This Notebook uses the following folder structure:

* `nighttime-radiance/`
    * `01-code-scripts/`
    * `02-raw-data/`
    * `03-processed-data/`
    * `04-graphics-outputs/`
    * `05-papers-writings/`

Running the Notebook from the `01-code-scripts/` folder works by default. If the Notebook runs from a different folder, the paths in the environment setup section may have to be changed.

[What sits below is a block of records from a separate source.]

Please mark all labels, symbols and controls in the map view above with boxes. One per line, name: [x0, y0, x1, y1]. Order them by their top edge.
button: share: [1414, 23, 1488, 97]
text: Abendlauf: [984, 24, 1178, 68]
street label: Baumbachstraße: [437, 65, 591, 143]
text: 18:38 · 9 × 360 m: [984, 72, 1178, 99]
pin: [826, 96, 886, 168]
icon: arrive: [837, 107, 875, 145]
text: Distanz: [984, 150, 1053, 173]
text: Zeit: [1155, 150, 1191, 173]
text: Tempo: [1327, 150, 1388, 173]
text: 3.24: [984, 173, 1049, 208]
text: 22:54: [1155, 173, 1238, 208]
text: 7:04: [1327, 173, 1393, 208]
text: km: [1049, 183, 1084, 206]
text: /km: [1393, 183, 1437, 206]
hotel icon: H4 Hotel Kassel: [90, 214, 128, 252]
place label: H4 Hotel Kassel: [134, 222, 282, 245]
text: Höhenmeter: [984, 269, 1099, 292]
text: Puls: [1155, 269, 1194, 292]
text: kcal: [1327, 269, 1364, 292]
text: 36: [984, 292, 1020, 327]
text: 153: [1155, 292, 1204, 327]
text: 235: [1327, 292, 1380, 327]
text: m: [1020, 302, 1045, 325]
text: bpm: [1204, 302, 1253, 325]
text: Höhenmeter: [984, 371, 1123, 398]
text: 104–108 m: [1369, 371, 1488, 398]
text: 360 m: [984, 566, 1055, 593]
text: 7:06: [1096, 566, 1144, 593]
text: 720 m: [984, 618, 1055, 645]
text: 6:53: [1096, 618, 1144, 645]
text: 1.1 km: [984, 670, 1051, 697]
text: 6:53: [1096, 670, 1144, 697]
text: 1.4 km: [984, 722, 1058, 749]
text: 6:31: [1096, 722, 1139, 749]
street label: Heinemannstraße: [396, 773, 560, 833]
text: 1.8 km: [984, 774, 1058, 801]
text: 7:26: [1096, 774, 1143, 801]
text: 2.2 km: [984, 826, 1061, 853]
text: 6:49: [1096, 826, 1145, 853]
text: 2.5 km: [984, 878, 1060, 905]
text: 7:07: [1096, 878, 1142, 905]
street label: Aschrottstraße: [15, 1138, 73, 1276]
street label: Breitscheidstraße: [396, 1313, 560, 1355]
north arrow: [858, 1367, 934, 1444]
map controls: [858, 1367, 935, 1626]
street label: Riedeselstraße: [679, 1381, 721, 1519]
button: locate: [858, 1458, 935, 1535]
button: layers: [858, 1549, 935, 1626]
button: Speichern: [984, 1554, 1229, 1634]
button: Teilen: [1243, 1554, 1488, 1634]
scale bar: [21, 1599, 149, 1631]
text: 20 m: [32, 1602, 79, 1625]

This notebook uses files that have alrady been preprocessed and saved to GeoTiff files.

# Environment Setup

In [None]:
# Load Notebook formatter
%load_ext nb_black
# %reload_ext nb_black

In [None]:
# Import packages
import os
import warnings
import glob
import datetime as dt
import pandas as pd
import rasterio as rio
from rasterio.transform import from_origin
import viirs

In [None]:
# Set options
warnings.simplefilter("ignore")

In [None]:
# Set working directory
os.chdir("..")

# User-Defined Variables

In [None]:
# Define path to folder containing preprocessed VNP46A1 GeoTiff files
geotiff_input_folder = os.path.join(
    "03-processed-data", "raster", "south-korea", "vnp46a1-grid"
)

# Defne path to output folder to store concatenated, exported GeoTiff files
geotiff_output_folder = os.path.join(
    "03-processed-data", "raster", "south-korea", "vnp46a1-grid-concatenated"
)

# Data Preprocessing

Workflow:

* Get list of GeoTiff files
* Get list of dates to process
* Get bounding box of left-most file
* Get bounding box of right-most-file
* Specify the h values (30 and 31?)
* For each GeoTiff File (loop through dates and glob based on date, DONT loop through files, less efficient)
    * Extract transform (or get bounding box)
    * For each date
        * If date matches date in file name
            * Read geotiff into NumPy array
            * Add array to list (should result in list of 2 files, same vertical, different horizontal)
        * Sort list of 2 (so that left-most horizontal will be indexed at 0
        * Add list of two to dictionary, indexed by [Year][Month][Day] or [YearMonthDay]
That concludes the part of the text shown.